Legittima difesa, il criminologo Meluzzi boccia la legge: "Un aborto inapplicabile"

05 maggio 2017 ore 13:16, Americo Mascarucci
Legge sulla legittima difesa, un gran pasticcio. A dirlo è il segretario del Pd Matteo Renzi per nulla soddisfatto dei contenuti del testo approvato alla Camera che sembra limitare soltanto alle ore notturne il diritto alla difesa contro ladri e rapinatori. La nuova legge inoltre affida la valutazione del grave turbamento psicologico che potrebbe aver innescato la reazione difensiva con l'uso delle armi alla discrezionalità del magistrato, che di fatto diventa una sorta di "giudice psicologo". Intelligonews ha chiesto il parere dello psicologo e criminologo Alessandro Meluzzi. 

La legge sulla legittima difesa, così come varata dalla Camera, lascia alla discrezionalità del magistrato accertare la sussistenza del grave turbamento psicologico che potrebbe aver innescato la reazione armata di chi si trova il ladro in casa. Il giudice dunque deve fare lo psicologo?

"Credo che il turbamento psicologico grave di chi vede l'intrusione di un ladro in casa propria mentre lui è all'interno, sia un dato oggettivo. Chiunque si senta aggredito in casa si trova in condizioni obiettivamente tali da provocare un grave turbamento psicologico senza bisogno che questo debba poi essere dimostrato, nè da un magistrato nè da un perito. Rischiamo invece di affidare ai magistrati, che poi dovranno servirsi della consulenza di psicologi e psichiatri, la valutazione di una cosa che è oggettivamente reale così come la certezza che prendere una martellata in testa fa male. E' un arbitrio che non può essere lasciato ai magistrati in forza di quel principio che faceva dire al grande giurista Costantino Mortati che il codice penale era stato pensato perché un innocente non sia terrorizzato in un processo, un colpevole non resti impunito, ma soprattutto per prevenire l'arbitrio del giudice".
Legittima difesa, il criminologo Meluzzi boccia la legge: 'Un aborto inapplicabile'

Il fatto che la decisione finale sull'accertamento della sussistenza o meno del grave turbamento psicologico sia sempre delegata al magistrato non rischia di rendere questa legge inefficace?

"Questa legge è inapplicabile. Il fatto che tocchi a qualcuno stabilire la proporzionalità di una reazione che è in sè ovvia rischia di dare campo libero a quella suscettibilità che io chiamo sociologismo bagatellare e che lascia all'arbitrio del giudice decidere di rimettere in libertà uno che ha commesso un furto in appartamento perchè magari è un rom, un povero disgraziato, un disoccupato, uno che non ha da mangiare e quindi costretto dalle circostanze. Il pericolo è che questo sociologismo bagatellare possa dilatarsi anche ad una questione di vita e di morte".

Un'altra polemica riguarda il buio che è diventato l'argomento chiave di questa legge. I favorevoli dicono che di notte è più difficile vedere se un ladro è o meno armato. Non è paradossale che il diritto di reagire ad un'aggressione cambi a seconda dell'ora o del livello di visibilità?

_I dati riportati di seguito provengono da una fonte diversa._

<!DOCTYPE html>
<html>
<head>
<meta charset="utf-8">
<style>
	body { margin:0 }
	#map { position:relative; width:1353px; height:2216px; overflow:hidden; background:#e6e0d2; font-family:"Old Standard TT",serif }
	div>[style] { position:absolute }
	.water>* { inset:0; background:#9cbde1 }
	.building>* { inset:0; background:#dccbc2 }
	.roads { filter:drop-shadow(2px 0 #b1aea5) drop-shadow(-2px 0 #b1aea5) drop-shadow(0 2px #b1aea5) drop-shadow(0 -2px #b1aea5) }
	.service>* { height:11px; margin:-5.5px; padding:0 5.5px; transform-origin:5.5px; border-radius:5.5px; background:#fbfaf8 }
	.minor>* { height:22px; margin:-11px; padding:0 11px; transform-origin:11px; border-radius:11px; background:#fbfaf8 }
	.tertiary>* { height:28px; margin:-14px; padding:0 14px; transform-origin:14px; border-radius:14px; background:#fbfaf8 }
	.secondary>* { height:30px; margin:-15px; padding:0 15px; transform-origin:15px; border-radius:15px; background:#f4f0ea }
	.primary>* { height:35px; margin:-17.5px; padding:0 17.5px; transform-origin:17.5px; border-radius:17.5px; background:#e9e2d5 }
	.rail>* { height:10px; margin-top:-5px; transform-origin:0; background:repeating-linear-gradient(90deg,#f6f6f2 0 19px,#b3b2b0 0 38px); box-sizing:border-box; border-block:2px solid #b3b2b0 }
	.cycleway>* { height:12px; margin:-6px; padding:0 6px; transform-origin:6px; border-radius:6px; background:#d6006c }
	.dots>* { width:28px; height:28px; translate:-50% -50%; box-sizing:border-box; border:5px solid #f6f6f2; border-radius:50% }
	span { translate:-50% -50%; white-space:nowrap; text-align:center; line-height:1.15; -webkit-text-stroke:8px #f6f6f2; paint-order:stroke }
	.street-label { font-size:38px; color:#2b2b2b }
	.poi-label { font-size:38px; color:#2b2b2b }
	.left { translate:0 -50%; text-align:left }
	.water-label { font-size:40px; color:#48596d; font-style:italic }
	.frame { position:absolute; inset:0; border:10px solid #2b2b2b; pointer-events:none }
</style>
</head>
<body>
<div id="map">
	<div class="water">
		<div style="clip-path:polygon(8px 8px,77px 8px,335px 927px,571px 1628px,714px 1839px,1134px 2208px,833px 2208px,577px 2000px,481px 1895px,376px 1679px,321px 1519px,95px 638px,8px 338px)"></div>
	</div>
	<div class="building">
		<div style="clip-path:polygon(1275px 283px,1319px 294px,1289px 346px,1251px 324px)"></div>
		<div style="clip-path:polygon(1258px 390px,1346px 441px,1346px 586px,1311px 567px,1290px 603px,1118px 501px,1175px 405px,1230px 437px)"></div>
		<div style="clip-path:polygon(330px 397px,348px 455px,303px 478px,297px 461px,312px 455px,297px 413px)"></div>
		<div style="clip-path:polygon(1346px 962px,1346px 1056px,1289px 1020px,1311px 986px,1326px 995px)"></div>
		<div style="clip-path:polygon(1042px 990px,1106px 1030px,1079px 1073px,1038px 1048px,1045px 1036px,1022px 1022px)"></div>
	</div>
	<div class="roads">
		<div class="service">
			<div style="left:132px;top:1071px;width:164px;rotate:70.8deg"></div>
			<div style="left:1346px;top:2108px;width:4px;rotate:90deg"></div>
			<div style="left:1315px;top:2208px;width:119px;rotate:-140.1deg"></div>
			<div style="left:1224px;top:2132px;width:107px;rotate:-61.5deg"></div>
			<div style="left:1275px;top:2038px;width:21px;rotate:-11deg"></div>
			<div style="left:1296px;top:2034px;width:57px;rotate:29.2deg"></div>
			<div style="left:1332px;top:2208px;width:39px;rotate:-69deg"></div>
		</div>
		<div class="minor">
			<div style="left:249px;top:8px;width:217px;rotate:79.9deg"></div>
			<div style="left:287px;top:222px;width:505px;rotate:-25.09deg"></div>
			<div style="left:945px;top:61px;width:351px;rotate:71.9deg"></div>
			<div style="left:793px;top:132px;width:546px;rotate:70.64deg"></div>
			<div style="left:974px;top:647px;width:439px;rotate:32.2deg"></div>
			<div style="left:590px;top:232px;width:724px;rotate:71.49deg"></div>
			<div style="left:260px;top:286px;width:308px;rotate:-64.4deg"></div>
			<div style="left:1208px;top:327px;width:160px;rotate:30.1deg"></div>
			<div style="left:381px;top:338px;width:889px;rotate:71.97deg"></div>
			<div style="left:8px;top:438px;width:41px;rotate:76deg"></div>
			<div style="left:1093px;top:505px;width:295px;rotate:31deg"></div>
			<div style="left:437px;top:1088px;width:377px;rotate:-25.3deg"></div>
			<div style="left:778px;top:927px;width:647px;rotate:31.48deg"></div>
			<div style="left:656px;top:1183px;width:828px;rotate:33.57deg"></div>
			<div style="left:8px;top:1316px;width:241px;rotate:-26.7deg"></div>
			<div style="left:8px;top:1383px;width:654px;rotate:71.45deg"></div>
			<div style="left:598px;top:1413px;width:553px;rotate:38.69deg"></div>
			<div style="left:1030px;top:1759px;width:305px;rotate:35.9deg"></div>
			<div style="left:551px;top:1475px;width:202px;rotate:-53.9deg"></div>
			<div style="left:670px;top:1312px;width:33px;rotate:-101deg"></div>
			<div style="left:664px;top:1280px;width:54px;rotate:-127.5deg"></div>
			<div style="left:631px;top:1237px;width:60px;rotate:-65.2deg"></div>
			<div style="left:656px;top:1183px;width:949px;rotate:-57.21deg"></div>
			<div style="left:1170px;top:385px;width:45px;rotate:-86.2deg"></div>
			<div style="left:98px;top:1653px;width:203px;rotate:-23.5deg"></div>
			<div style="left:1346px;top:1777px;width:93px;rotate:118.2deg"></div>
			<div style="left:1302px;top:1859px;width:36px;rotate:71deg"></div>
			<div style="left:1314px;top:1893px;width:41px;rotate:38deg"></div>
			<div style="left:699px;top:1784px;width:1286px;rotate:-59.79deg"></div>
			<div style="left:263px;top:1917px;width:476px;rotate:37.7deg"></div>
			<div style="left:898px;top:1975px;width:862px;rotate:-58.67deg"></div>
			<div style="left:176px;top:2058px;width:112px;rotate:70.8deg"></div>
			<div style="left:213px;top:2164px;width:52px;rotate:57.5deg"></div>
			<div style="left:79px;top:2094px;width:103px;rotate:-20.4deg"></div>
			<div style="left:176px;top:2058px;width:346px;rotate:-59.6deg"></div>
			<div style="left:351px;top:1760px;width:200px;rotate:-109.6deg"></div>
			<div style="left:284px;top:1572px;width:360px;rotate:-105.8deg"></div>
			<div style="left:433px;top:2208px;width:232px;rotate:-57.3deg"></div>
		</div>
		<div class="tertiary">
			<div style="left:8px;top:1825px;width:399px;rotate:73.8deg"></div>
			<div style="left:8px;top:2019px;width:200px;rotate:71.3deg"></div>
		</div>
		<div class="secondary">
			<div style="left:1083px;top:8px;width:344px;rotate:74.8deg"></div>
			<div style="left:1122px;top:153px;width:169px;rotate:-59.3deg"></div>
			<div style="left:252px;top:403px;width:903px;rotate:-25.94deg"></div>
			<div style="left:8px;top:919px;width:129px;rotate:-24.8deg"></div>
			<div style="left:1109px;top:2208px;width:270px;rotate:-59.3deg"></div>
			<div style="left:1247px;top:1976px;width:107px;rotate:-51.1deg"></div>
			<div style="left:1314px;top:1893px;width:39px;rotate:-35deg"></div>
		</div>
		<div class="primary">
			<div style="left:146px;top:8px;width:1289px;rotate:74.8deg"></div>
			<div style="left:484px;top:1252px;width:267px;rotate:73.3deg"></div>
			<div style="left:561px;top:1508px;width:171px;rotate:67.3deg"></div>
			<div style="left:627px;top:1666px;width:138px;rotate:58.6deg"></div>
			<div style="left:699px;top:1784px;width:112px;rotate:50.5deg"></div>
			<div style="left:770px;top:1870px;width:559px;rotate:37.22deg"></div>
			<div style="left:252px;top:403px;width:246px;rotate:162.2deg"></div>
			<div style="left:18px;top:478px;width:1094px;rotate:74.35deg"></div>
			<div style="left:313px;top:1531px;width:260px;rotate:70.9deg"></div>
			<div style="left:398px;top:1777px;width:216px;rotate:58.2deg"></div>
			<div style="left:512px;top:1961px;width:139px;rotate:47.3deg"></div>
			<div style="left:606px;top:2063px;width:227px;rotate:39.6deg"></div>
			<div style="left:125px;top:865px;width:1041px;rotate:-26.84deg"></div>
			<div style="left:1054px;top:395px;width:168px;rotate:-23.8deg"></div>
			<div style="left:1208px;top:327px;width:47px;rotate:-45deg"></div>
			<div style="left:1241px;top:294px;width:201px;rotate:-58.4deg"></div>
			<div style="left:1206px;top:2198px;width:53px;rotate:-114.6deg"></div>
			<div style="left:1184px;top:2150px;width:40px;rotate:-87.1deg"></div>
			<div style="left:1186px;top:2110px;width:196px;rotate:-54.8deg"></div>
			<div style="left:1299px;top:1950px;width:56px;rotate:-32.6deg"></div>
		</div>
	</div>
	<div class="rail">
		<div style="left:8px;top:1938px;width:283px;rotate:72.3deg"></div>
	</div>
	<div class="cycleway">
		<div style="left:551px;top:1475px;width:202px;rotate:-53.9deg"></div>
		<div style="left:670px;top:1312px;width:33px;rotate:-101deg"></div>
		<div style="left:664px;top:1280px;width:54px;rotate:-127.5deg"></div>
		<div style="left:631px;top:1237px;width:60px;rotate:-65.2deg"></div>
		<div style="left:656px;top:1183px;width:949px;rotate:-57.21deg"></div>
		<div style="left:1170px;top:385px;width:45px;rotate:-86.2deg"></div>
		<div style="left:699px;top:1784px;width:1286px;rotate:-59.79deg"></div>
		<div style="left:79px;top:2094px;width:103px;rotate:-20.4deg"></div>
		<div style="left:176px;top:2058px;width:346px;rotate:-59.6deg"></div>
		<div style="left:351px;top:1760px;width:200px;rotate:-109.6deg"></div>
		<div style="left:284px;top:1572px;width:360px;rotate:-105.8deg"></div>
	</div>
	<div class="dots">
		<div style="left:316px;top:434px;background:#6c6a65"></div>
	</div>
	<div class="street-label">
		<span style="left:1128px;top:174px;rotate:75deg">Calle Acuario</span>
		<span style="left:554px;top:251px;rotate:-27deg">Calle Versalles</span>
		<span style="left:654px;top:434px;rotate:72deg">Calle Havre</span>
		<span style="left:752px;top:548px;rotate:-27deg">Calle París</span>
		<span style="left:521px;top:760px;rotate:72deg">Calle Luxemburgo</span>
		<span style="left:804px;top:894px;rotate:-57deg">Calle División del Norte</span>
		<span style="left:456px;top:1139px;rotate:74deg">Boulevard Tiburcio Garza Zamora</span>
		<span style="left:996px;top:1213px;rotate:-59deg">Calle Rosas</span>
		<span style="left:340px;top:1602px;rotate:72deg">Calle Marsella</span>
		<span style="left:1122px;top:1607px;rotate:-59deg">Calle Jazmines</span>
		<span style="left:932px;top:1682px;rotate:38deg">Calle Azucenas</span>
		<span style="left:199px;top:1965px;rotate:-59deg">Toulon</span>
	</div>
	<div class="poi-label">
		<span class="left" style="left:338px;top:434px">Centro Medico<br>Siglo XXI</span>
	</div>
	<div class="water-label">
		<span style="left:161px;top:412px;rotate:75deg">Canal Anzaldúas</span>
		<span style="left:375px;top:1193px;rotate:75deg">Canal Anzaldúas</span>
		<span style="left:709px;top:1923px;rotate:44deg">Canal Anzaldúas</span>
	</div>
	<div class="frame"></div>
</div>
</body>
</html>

"Questa è la stupidaggine più colossale. Che significa? Che quando io sono nella mia casa in campagna con la mia famiglia a pranzo sono esposto a qualsiasi possibilità di aggressione senza potermi difendere perchè c'è più luce? E se c'è un eclissi di sole? E le 16,30 del pomeriggio quando al Nord è già buio, è notte o è giorno? E le cinque del mattino quando albeggia in Sicilia d'estate è notte o è giorno? Come si fa a fissare la notte come criterio?"

La sinistra con questa legge ha cercato di rappresentare un tema come la sicurezza che è oggi al primo posto fra le preoccupazioni dei cittadini tentando di scipparlo alla destra. Alla fine però si è avuta come l'impressione che gli anticorpi tipici di certi retaggi culturali abbiano preso il sopravvento annacquando il provvedimento e trasformandolo quasi in un fritto misto di presunta legalità e buonismo. E' così?

"Siamo in presenza di un aborto, questo è il termine esatto. In questa Italia sommersa da immigrazione incontrollata che sarà sempre di più il problema dei problemi, la sinistra si trova nella disperata condizione di dover contravvenire i propri automatismi psichici ed antropologici, dimostrando alla gente di essere preoccupata per la sicurezza quanto la destra. Ma il rischio è che se non si accettano definitivamente questi principi di cui Salvini e la Lega sono portatori, si producono poi come in questo caso degli aborti che hanno il solo effetto di aggravare il male invece di curarlo".